Your assignment — Give again, exactly, every line of the entries below from the one that has "Annotate the screenshot: name" to the last.

Provided records —
----
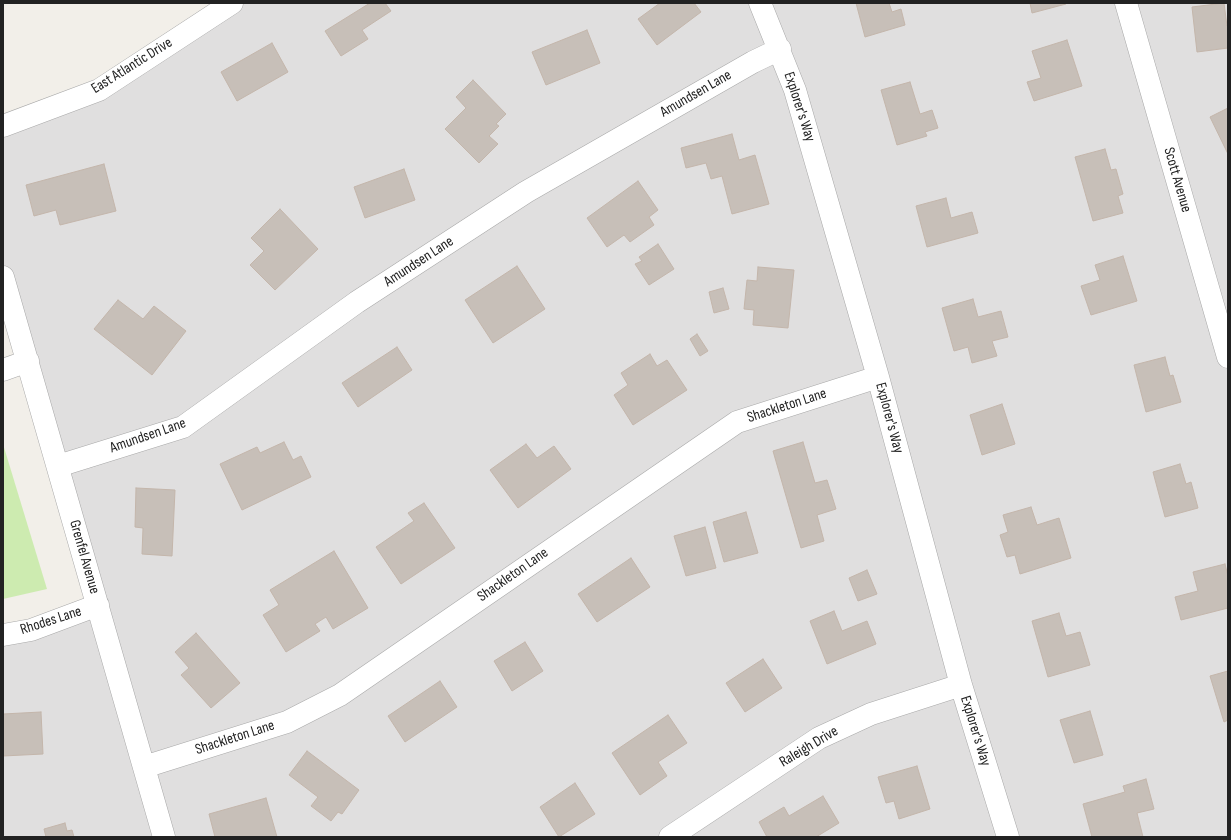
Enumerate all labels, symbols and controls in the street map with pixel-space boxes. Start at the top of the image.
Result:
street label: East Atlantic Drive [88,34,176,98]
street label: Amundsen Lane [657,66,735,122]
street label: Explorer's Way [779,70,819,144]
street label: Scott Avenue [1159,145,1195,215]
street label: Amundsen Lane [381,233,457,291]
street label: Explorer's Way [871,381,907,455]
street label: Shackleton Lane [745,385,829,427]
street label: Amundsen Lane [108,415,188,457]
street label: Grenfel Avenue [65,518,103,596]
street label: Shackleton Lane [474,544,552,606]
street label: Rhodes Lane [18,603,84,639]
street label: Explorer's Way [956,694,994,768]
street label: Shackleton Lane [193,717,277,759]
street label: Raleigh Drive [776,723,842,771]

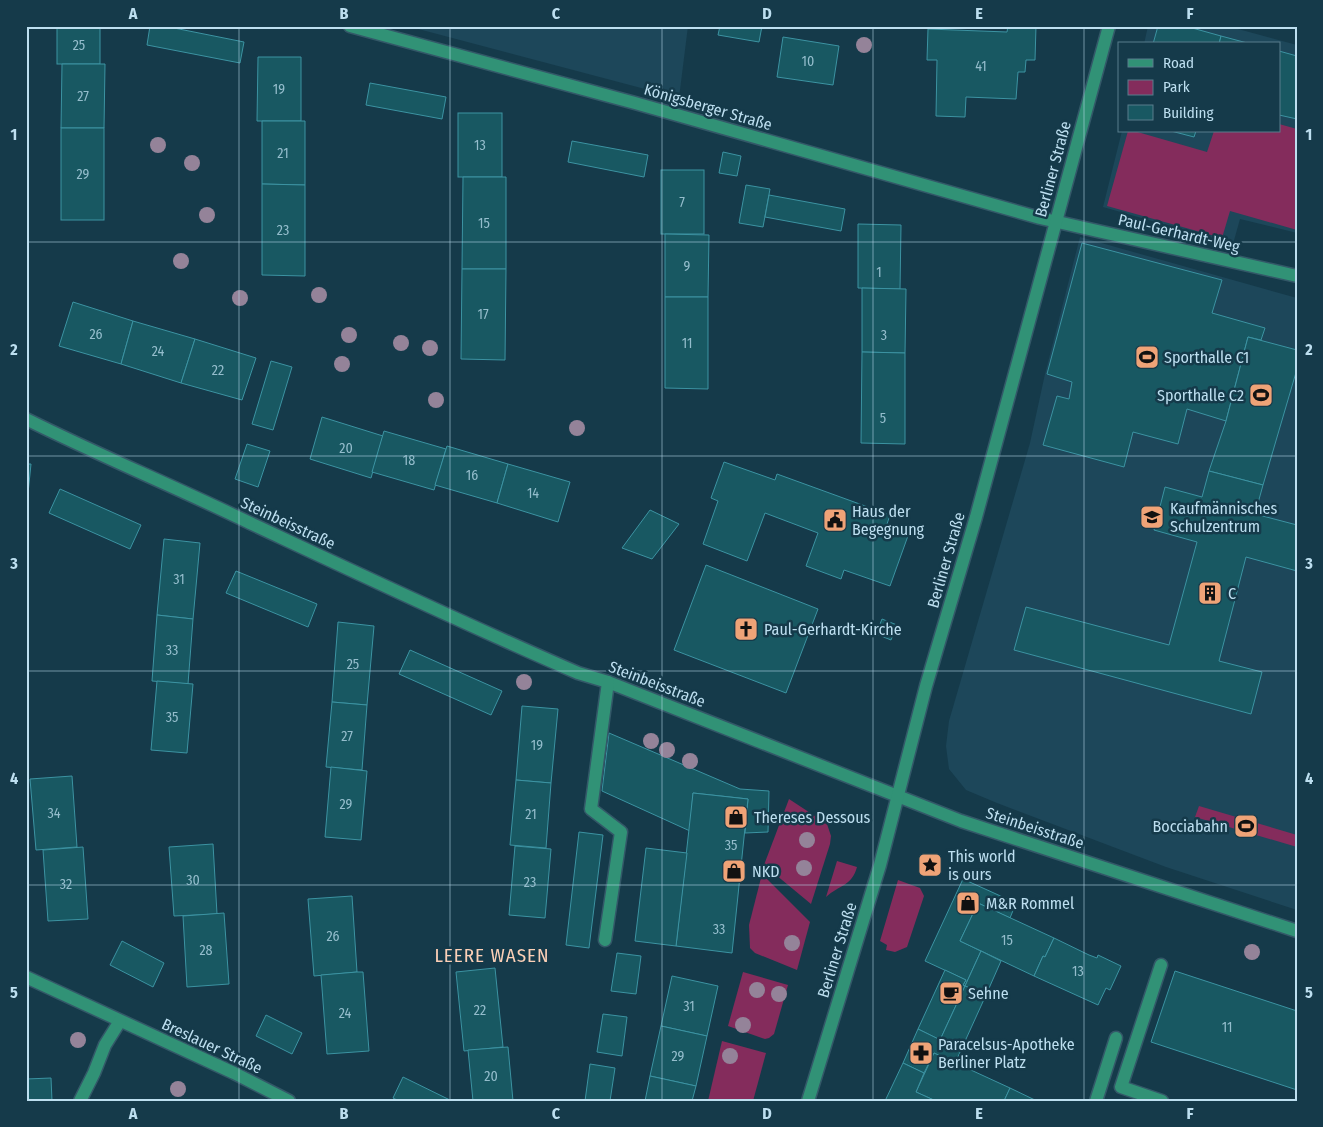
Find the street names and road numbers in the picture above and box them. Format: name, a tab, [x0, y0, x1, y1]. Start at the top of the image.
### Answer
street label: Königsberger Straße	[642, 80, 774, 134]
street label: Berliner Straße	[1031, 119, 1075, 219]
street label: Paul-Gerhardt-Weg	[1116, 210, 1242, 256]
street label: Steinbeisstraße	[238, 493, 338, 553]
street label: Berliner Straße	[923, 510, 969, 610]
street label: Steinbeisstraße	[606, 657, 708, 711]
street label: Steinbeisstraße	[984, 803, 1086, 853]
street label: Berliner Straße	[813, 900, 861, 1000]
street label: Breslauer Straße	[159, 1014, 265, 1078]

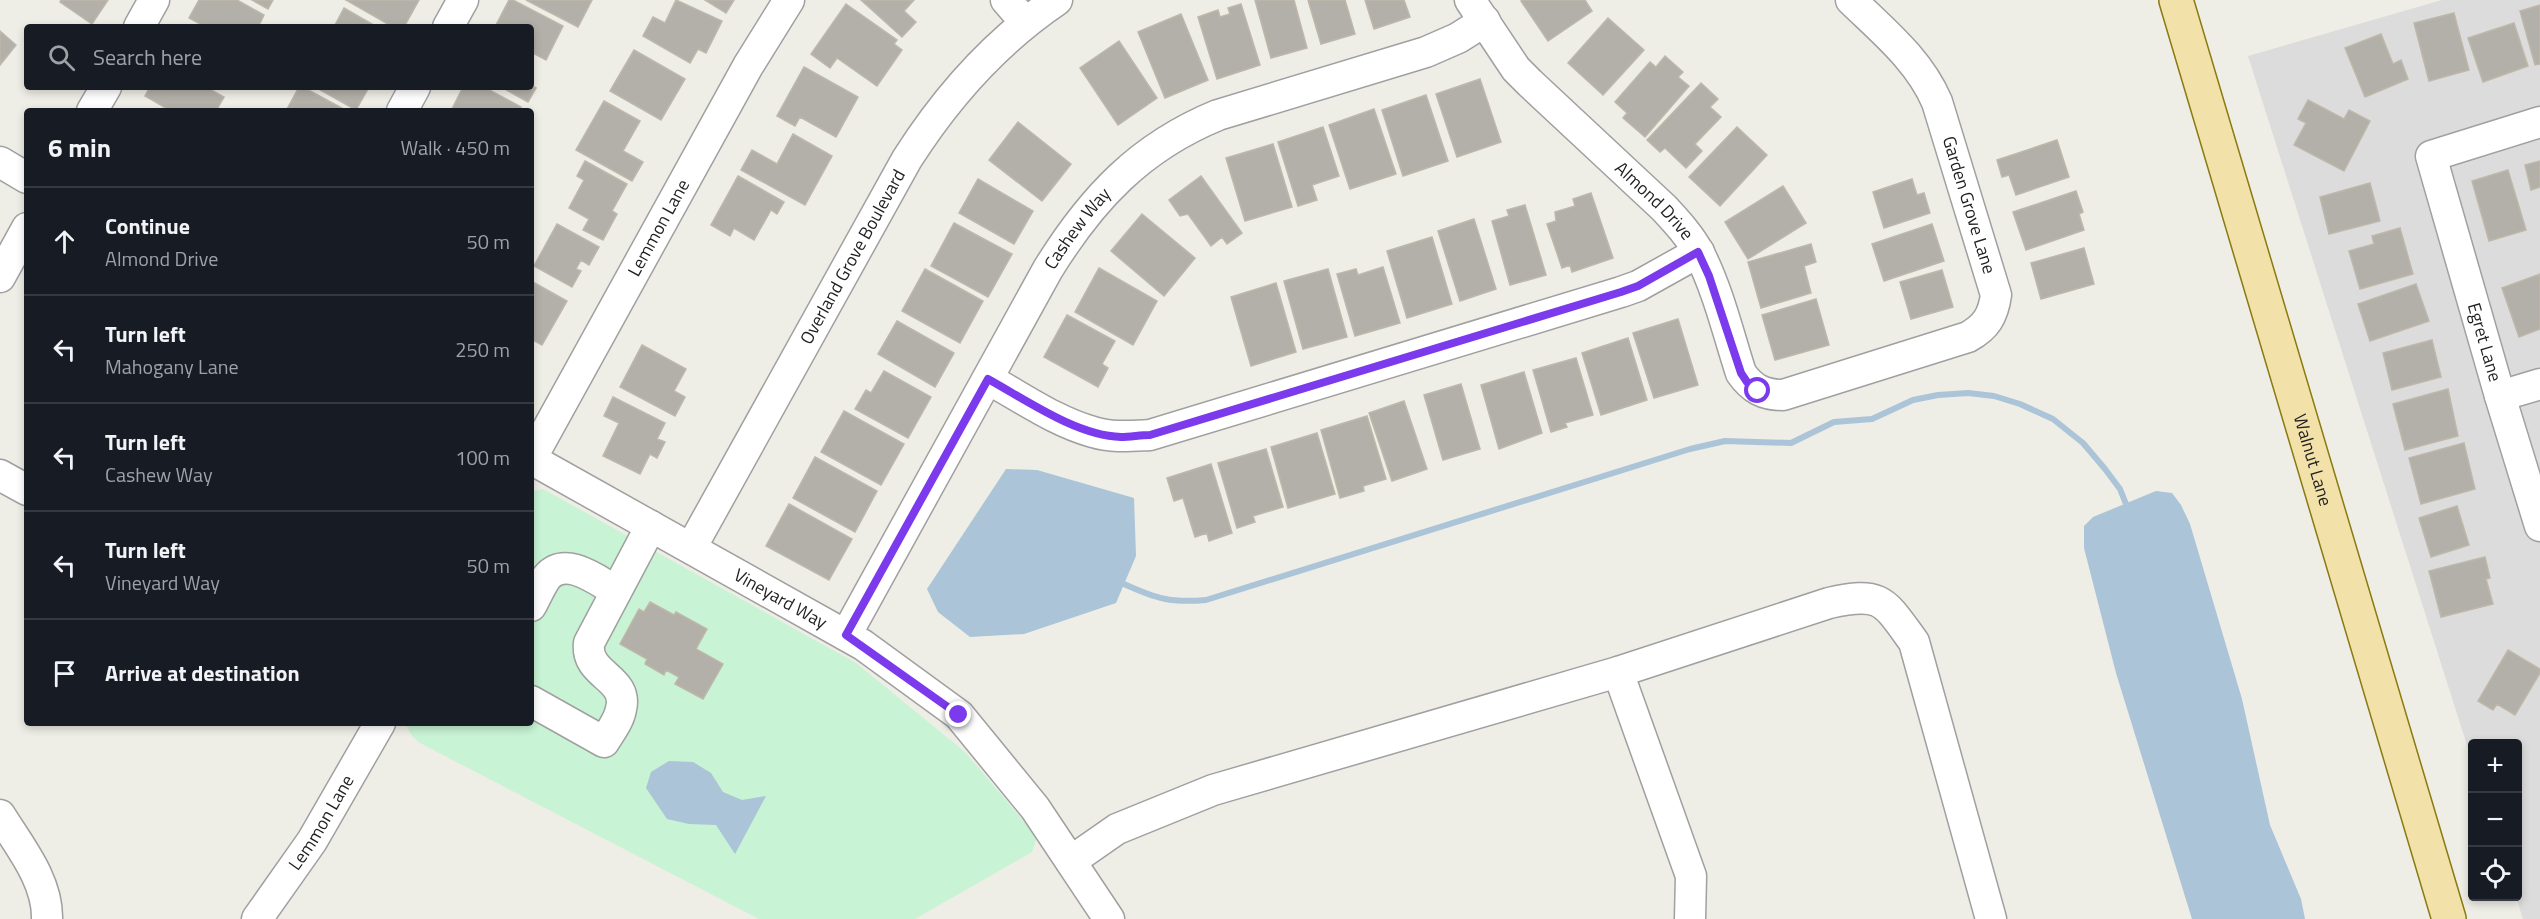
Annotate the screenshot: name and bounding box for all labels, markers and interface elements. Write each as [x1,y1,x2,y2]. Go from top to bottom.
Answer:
----
Output of the task —
Annotate the screenshot: name and bounding box for all labels, markers and interface elements. Write each as [x1,y1,x2,y2]. Go from top to bottom.
Answer:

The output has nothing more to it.